• **Exercise details**: Check each line of the entries below for the string "they" and state how many lines have it, with no other text.

• **Data for analysis**:
<<<<

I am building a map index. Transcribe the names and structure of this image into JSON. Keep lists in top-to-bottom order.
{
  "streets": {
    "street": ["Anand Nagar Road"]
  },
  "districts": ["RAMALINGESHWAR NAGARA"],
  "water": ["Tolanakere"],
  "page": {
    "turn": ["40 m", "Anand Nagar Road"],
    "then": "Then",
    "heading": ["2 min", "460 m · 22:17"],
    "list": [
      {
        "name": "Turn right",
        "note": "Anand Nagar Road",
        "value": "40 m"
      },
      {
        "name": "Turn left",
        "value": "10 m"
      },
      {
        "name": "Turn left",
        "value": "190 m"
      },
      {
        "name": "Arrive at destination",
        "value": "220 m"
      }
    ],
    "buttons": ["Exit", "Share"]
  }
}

>>>>
<<<<

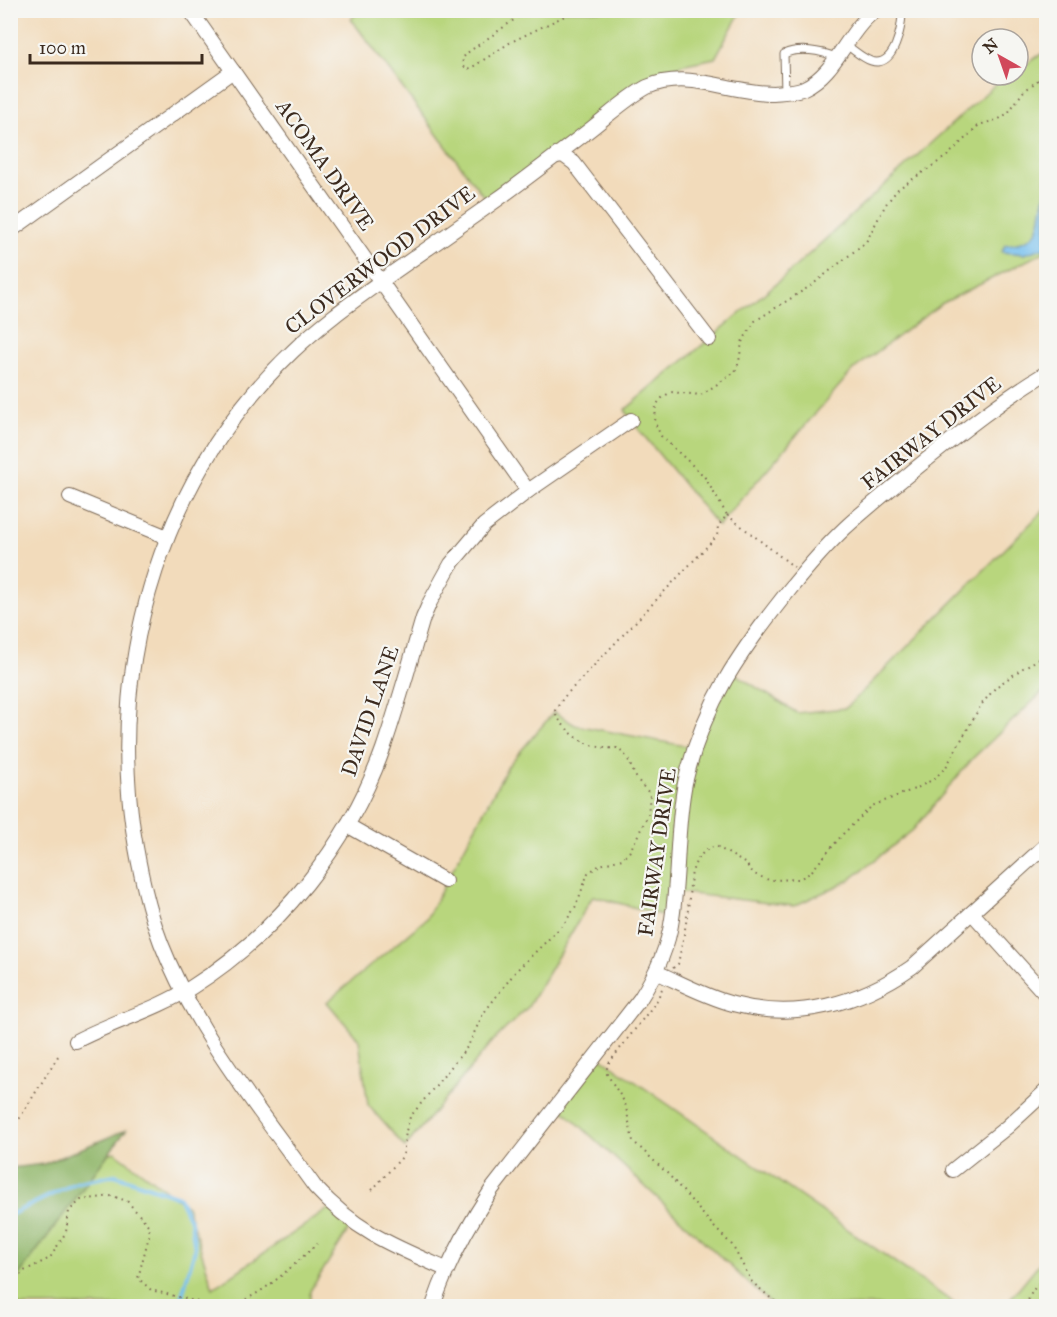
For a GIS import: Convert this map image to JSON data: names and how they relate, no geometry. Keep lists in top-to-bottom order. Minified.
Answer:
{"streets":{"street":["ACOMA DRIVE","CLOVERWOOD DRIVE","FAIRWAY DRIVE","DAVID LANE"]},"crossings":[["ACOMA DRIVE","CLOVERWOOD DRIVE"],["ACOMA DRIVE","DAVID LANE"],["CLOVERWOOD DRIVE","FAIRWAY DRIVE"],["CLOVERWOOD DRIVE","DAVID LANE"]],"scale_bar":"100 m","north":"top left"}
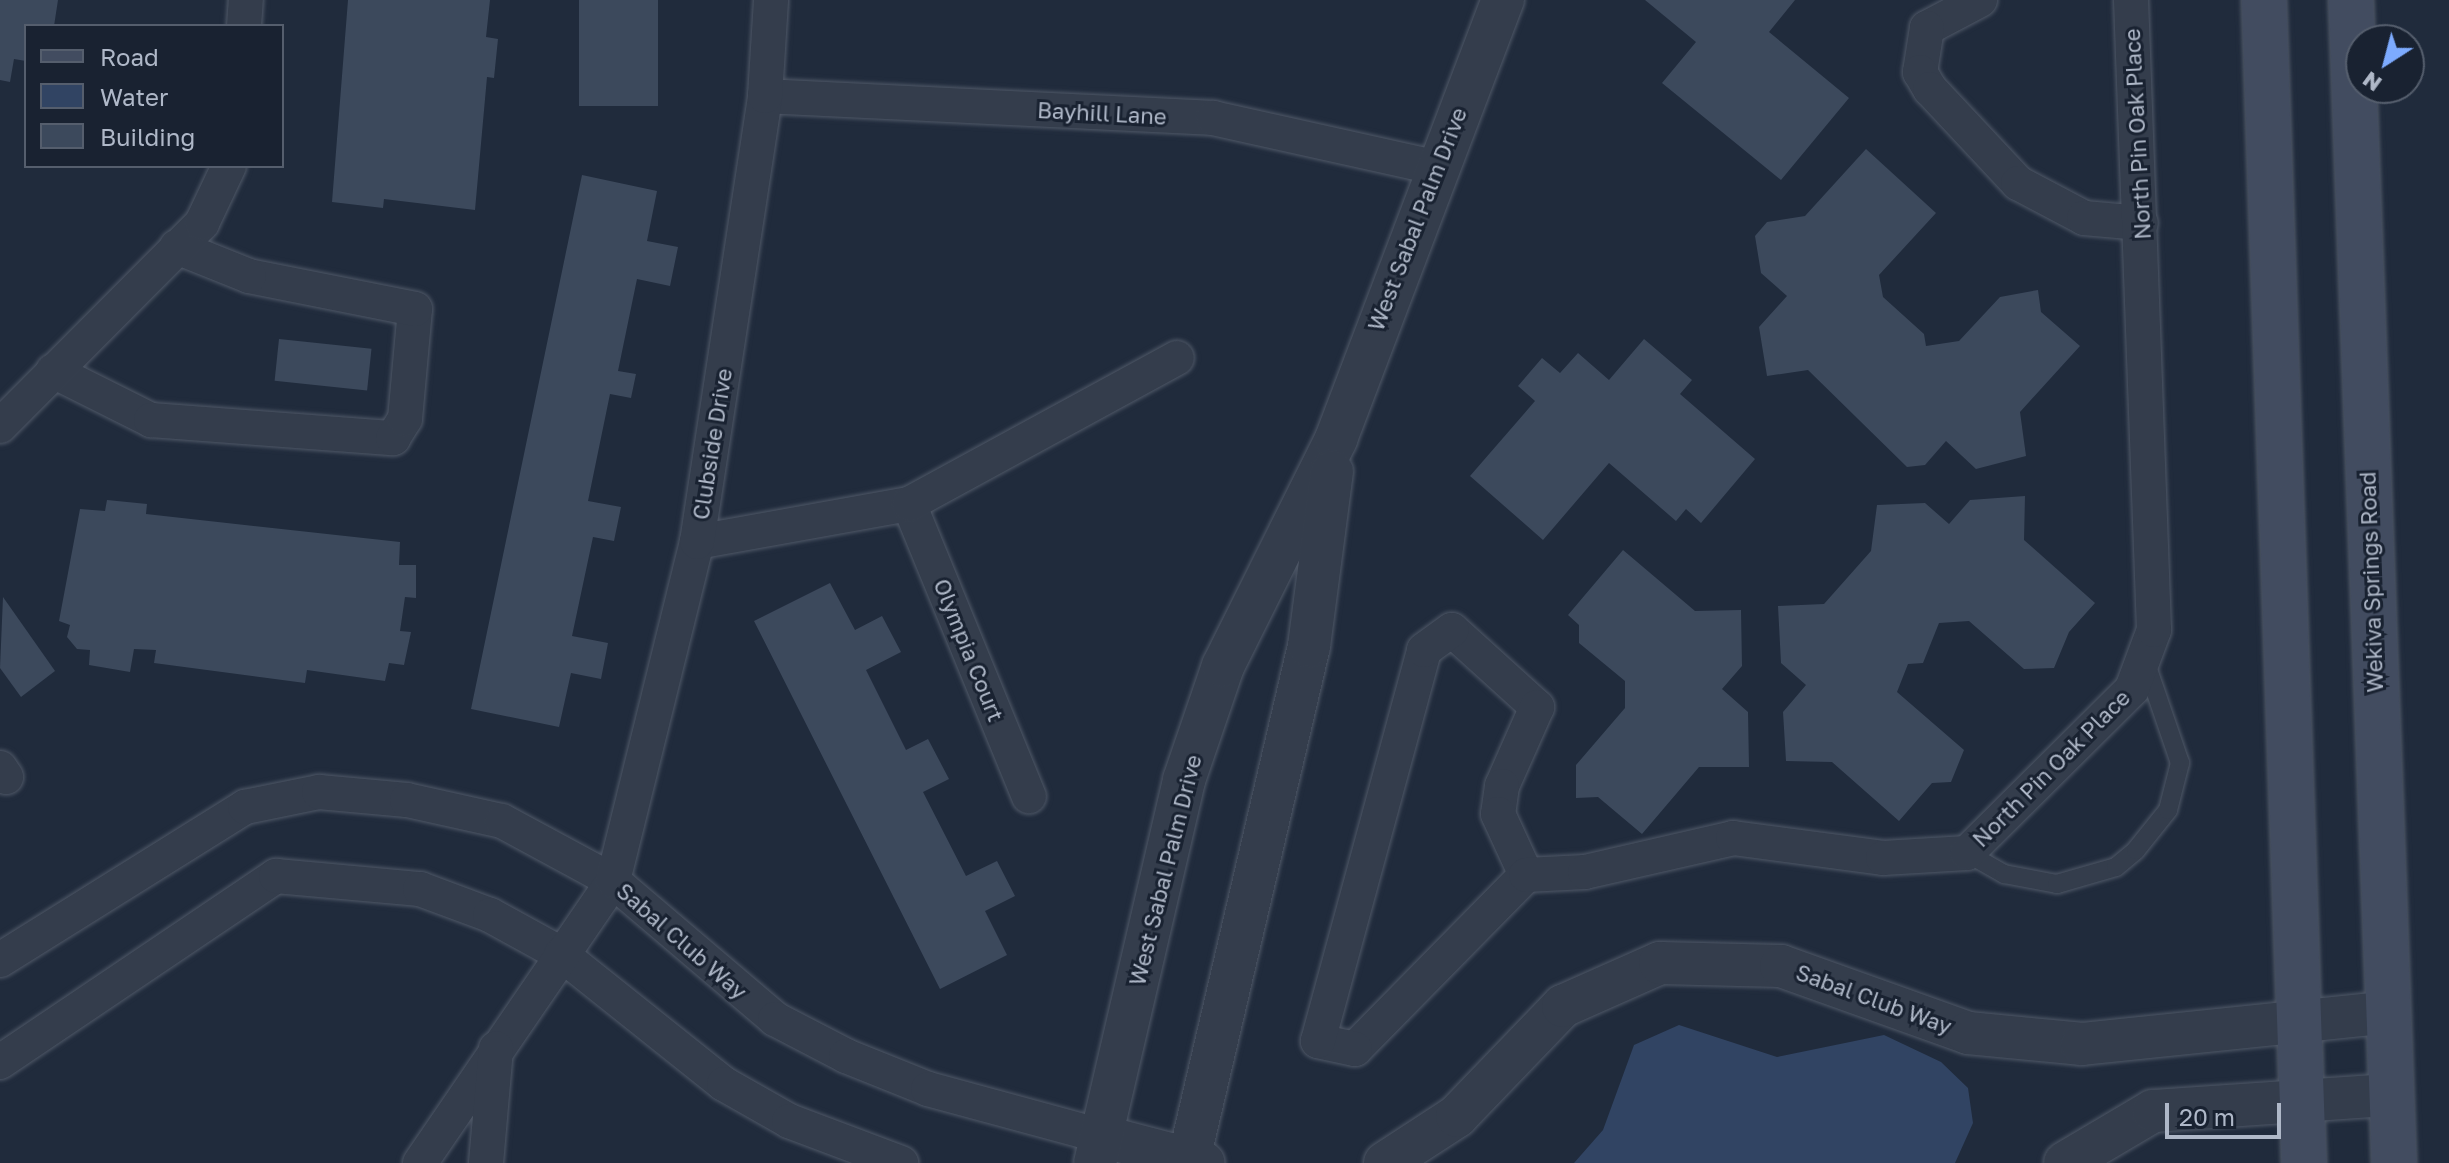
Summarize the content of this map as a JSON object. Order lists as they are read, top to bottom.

>>>>

• **Response**: 2